• WHAT THIS TASK INVOLVES: The listing is to be returned word for word, without its images.

• EXERCISE INPUT:
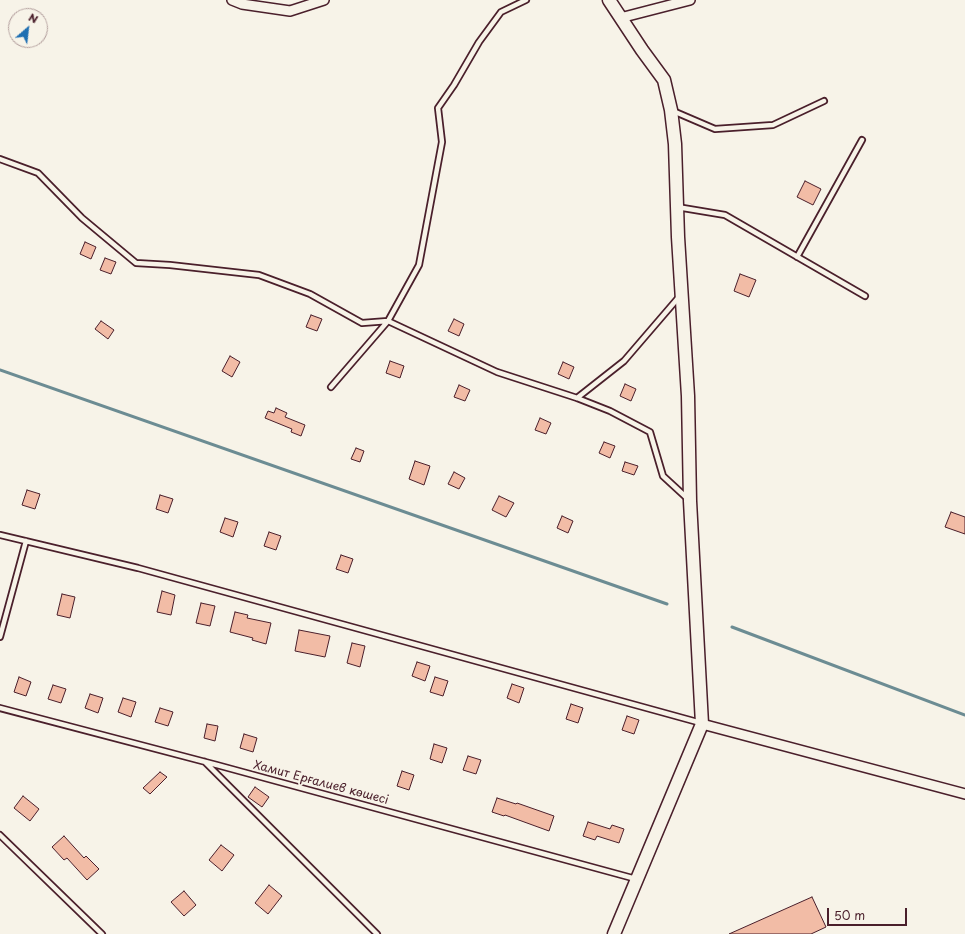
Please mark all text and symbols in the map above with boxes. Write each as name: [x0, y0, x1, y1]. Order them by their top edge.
north arrow: [8, 8, 48, 48]
text: N: [26, 8, 41, 27]
street label: Хамит Ерғалиев көшесі: [252, 758, 390, 808]
scale bar: [829, 900, 909, 926]
text: 50 m: [834, 906, 865, 924]

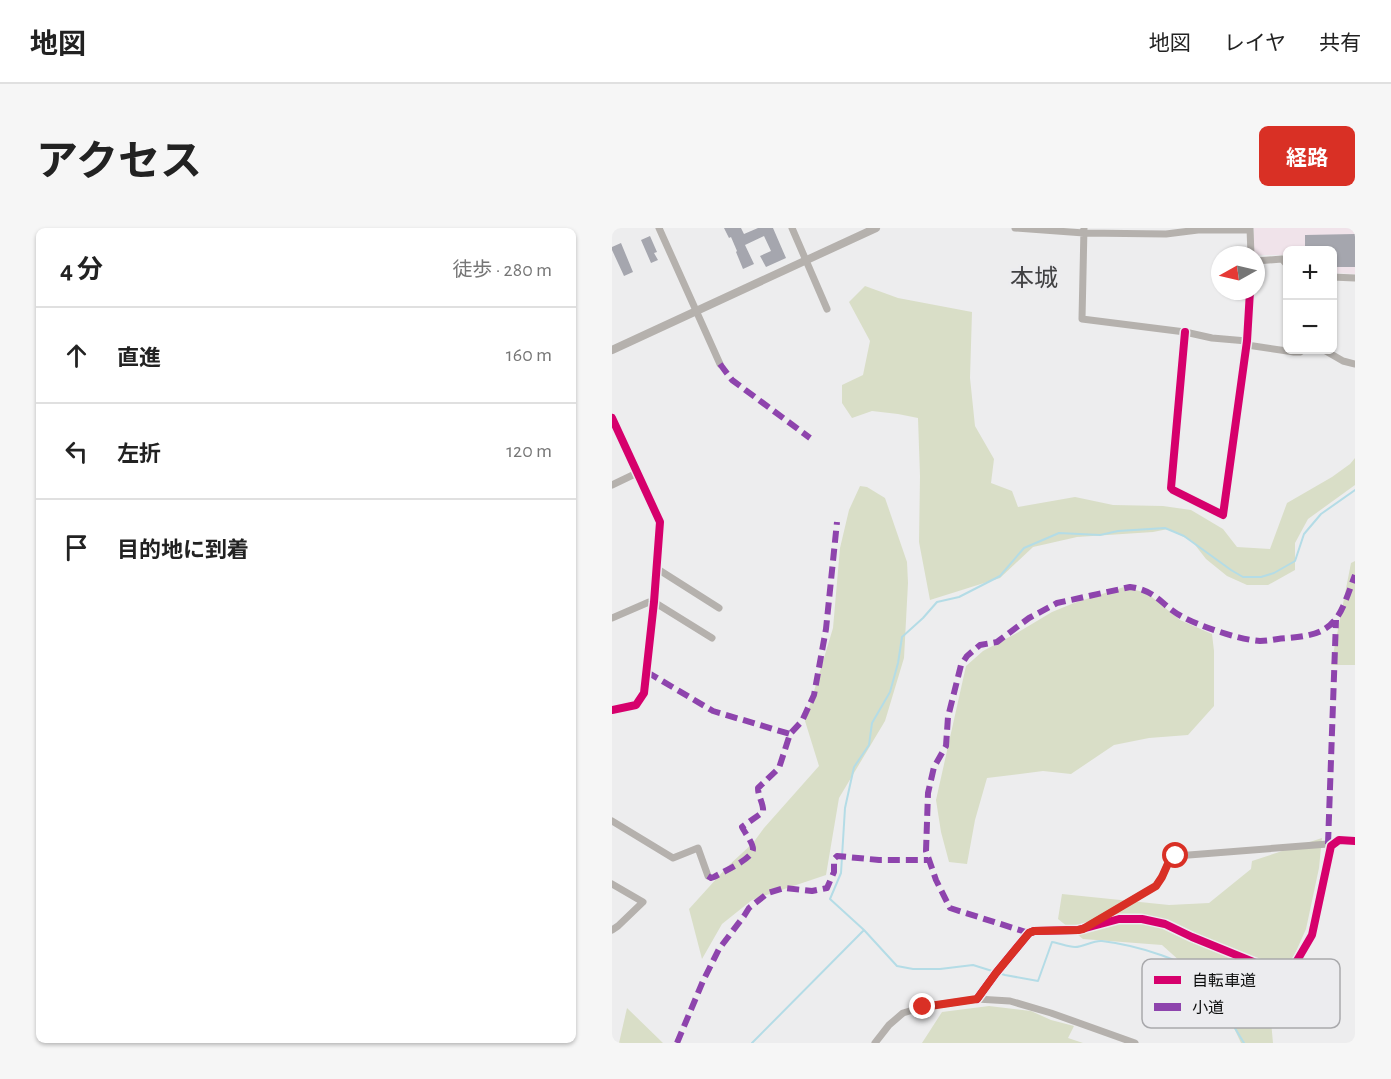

• RESULT BELOW:
Please mark all text and symbols in the map above with boxes. Write each as name: [x0, y0, x1, y1]. Order them by their top edge.
north arrow: [8, 8, 48, 48]
text: N: [26, 8, 41, 27]
street label: Хамит Ерғалиев көшесі: [252, 758, 390, 808]
scale bar: [829, 900, 909, 926]
text: 50 m: [834, 906, 865, 924]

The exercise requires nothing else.